Promising pastry chef Sharon Anderson (28) from Letterkenny says she has been left with crippling repetitive strain injury after churning out thousands of chocolate playing cards and whisky wine gums.
She says she was pushed too hard while helping to make the eccentric creations which made the restaurant in Bray, Berkshire, world famous - and won it three Michelin stars.
Her tasks included putting 400 sweets a day into small bags using tweezers, racing to make chocolate playing cards before the chocolate set too hard, and administering hundreds of tiny fingertip pinches to mushroom logs.
She is now suing The Fat Duck Ltd for alleged negligence for giving her work which was "too fast, arduous and repetitive for her".
She says her RSI has led to her becoming depressed and anxious and has been unable to work since leaving the restaurant in November 2015. But the restaurant is denying all fault. It says the type of work she did is common to the sort of patisserie practised in other "fine dining restaurants".
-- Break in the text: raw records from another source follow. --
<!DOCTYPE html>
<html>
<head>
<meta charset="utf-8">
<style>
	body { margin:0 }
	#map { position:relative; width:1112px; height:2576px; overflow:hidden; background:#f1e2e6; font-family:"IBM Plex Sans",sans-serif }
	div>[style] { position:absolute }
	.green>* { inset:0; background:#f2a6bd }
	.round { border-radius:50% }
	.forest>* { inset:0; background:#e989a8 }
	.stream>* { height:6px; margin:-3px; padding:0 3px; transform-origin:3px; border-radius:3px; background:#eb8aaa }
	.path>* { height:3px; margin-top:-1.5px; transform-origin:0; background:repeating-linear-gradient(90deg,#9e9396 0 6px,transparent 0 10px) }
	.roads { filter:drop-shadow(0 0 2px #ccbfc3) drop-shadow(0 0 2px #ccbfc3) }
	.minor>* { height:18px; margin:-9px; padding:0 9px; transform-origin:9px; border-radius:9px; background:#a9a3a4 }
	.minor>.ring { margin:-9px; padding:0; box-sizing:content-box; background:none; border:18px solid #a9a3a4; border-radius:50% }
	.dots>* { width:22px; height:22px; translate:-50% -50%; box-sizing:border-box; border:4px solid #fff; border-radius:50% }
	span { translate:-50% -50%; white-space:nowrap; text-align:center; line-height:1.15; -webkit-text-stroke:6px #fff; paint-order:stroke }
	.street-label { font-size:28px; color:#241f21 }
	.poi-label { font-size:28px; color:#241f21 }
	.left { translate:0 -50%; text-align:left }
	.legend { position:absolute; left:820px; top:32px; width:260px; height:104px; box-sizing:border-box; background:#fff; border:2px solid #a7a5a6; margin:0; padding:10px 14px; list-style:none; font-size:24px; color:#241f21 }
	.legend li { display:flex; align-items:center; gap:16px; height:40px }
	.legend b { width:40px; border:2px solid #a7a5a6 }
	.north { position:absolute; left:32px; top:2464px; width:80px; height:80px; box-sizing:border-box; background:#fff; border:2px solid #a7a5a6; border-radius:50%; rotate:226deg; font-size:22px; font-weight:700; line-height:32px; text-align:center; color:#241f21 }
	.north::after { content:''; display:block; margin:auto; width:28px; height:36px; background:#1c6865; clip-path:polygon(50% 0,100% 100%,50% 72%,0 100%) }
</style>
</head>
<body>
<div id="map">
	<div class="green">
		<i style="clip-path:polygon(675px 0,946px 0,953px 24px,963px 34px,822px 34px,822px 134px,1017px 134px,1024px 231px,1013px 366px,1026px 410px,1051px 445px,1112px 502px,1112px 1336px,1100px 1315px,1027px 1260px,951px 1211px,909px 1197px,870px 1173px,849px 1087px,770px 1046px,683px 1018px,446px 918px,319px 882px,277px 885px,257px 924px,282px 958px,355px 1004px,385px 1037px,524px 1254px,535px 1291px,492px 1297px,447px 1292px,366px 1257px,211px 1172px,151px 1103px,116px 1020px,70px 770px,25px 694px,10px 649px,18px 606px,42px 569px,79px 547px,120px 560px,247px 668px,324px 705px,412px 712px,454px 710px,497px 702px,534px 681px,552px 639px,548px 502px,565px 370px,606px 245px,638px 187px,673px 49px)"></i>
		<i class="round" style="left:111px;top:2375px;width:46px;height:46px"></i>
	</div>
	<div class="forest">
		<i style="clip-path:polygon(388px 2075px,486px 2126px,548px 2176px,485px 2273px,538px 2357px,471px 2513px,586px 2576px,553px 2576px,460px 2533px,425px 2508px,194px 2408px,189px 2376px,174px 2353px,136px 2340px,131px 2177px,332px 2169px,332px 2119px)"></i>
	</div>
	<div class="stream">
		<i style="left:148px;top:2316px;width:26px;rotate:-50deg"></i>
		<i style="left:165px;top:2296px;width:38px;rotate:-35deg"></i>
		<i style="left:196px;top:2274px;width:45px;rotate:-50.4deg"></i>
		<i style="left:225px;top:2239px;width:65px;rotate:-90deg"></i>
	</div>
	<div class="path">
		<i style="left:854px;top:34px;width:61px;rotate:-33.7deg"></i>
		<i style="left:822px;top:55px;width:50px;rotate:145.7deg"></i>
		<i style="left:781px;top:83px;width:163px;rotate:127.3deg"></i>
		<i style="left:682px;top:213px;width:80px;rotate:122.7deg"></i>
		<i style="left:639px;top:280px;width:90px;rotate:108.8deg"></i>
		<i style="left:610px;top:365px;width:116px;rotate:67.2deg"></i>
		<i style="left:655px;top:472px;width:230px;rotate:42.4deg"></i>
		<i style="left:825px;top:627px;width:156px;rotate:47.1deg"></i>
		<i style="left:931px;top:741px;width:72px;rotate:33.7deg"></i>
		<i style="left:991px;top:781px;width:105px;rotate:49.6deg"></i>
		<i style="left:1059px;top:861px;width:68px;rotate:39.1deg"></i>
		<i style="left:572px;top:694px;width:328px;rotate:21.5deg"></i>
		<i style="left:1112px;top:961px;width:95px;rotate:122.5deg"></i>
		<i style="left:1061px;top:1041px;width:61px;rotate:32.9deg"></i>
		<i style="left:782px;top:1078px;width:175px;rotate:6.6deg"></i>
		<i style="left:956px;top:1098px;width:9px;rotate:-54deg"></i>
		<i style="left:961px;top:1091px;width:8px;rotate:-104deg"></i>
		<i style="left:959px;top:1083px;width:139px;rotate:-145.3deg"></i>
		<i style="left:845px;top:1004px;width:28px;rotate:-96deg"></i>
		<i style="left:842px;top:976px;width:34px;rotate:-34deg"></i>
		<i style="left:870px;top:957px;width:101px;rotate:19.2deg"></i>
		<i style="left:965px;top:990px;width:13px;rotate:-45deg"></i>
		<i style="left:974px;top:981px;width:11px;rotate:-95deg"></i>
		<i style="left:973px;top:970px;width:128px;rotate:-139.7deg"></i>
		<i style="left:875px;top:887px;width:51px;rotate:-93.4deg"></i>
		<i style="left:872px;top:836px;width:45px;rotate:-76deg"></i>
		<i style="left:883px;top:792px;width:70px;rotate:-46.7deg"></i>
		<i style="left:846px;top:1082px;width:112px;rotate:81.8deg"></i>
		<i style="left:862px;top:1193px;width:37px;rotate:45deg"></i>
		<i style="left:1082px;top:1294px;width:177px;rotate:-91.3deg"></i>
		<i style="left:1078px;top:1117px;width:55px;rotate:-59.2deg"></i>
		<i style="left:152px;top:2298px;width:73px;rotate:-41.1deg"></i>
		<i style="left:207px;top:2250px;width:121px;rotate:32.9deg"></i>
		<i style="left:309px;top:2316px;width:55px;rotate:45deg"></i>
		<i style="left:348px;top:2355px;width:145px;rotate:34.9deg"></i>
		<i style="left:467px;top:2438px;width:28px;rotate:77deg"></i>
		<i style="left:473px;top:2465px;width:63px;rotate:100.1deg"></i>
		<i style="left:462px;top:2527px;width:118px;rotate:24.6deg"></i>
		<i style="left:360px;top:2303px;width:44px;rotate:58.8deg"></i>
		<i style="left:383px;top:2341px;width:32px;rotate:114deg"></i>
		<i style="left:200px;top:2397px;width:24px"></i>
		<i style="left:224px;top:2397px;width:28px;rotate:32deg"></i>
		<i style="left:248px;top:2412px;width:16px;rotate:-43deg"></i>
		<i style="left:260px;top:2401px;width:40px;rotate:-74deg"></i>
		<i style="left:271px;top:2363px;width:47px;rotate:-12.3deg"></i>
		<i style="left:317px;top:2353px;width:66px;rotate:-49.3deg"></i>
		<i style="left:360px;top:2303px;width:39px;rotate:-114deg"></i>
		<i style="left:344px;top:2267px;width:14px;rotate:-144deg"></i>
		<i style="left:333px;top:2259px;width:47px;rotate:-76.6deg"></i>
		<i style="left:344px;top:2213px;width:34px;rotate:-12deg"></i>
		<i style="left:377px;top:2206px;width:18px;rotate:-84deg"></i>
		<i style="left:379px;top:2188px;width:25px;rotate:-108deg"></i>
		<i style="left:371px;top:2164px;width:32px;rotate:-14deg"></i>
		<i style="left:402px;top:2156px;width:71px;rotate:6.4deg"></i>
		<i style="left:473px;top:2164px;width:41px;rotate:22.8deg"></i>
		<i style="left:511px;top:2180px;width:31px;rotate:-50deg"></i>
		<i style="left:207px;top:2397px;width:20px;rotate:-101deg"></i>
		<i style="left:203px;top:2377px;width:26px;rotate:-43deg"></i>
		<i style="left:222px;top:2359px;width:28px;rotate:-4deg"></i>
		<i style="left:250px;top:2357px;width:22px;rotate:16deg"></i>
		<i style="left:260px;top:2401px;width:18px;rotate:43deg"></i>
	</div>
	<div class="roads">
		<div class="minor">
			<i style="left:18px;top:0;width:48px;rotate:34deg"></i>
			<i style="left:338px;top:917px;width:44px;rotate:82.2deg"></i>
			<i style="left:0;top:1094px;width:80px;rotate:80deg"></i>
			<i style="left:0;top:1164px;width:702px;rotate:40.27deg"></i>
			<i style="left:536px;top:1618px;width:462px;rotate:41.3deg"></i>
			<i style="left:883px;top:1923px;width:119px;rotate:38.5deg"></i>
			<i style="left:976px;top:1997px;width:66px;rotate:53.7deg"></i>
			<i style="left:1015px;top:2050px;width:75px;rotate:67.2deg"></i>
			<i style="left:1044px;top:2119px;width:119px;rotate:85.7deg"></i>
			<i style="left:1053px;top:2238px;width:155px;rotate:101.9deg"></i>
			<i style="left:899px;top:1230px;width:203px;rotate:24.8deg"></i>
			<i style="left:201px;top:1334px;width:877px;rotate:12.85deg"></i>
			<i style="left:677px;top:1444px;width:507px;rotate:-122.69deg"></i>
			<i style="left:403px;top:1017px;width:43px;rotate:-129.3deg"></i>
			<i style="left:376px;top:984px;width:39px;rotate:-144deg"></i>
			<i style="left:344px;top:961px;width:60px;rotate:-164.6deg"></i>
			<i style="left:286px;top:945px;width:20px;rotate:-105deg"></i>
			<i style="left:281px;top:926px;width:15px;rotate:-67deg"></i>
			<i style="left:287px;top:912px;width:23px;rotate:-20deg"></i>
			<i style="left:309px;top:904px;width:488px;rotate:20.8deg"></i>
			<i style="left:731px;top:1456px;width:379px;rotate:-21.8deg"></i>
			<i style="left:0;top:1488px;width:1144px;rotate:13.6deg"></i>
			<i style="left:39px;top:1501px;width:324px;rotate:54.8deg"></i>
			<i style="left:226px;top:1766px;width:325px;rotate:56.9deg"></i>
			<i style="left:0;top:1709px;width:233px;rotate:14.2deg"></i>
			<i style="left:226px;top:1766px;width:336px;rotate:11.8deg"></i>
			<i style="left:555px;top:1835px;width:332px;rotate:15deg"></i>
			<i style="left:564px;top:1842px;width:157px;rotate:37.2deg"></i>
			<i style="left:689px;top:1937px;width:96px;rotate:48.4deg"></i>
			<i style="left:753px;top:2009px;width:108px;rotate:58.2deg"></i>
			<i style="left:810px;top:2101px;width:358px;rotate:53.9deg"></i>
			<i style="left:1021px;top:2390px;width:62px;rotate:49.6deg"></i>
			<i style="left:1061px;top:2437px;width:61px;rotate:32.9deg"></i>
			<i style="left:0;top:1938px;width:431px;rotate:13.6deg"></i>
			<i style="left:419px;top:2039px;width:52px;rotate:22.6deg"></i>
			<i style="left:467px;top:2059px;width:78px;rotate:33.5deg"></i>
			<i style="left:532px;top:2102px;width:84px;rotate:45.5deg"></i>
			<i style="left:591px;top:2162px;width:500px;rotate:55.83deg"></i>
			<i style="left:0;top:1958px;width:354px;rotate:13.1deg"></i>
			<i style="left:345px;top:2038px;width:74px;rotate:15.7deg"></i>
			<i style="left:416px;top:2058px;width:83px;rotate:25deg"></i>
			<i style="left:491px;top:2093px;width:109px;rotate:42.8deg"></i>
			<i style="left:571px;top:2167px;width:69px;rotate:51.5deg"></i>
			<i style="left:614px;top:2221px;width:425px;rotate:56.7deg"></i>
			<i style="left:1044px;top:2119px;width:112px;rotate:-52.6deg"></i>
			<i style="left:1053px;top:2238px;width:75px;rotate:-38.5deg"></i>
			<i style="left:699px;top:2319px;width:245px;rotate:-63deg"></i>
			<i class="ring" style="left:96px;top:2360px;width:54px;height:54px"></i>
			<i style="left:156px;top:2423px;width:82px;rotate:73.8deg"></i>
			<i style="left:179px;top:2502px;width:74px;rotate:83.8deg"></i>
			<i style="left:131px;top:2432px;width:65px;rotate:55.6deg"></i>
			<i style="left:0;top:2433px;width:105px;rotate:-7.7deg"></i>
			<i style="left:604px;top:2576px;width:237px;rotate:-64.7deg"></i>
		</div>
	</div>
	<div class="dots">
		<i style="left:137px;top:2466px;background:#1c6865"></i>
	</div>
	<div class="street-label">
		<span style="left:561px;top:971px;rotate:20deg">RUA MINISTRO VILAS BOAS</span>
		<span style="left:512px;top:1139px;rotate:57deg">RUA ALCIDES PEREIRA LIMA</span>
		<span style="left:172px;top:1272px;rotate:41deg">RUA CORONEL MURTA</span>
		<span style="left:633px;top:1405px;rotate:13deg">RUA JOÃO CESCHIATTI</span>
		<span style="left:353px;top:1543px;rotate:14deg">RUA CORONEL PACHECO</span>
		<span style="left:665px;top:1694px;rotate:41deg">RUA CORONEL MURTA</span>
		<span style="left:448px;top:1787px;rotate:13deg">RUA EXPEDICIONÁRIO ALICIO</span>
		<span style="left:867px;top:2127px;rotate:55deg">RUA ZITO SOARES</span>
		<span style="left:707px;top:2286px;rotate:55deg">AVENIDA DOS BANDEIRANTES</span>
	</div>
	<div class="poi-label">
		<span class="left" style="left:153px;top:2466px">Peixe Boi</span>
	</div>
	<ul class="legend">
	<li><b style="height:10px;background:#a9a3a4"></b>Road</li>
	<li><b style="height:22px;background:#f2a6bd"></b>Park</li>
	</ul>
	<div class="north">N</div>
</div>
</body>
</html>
Documents lodged with London's High Court by Ms Anderson's lawyers state that her troubles stemmed from her time spent working at the Fat Duck, where she began as a commis chef in June 2014.
Her role included packing individually wrapped sweets into cellophane bags from 7am-11am, before she switched to creating chocolate playing cards from 11.30am.
Ms Anderson had to place each sweet into its own cellophane bag using tweezers and believes she "wrapped and packed" around 400 each day.
The chocolate playing cards were made in moulds of metal and plastic. The completed mould weighed around two kilos, it is claimed.
Her kitchen shift then switched to making whisky wine gums between 4pm-6pm, she says, and she would produce around 550 by hand.
Miss Anderson followed the restaurant when it moved to Melbourne, Australia, in January 2015, while the Bray premises were renovated. In June 2015, she began complaining of pain in her forearm, her barrister, Charles Robertshaw says in court papers.
Medics later pinpointed a torn ligament in Ms Anderson's left wrist, although most of her forearm pain has now resolved. She now suffers "significant wrist pain" even after carrying out normal manual tasks, court documents state.
Lawyers for Ms Anderson, of Glentidally, Milford, Letterkenny, say the restaurant failed to allow sufficient rest periods or support, and "required her to work under time pressure throughout the day".
But the Fat Duck is denying all the claims, saying she was transferred to lighter duties after she complained about making chocolate patisserie. The case will return to court next year.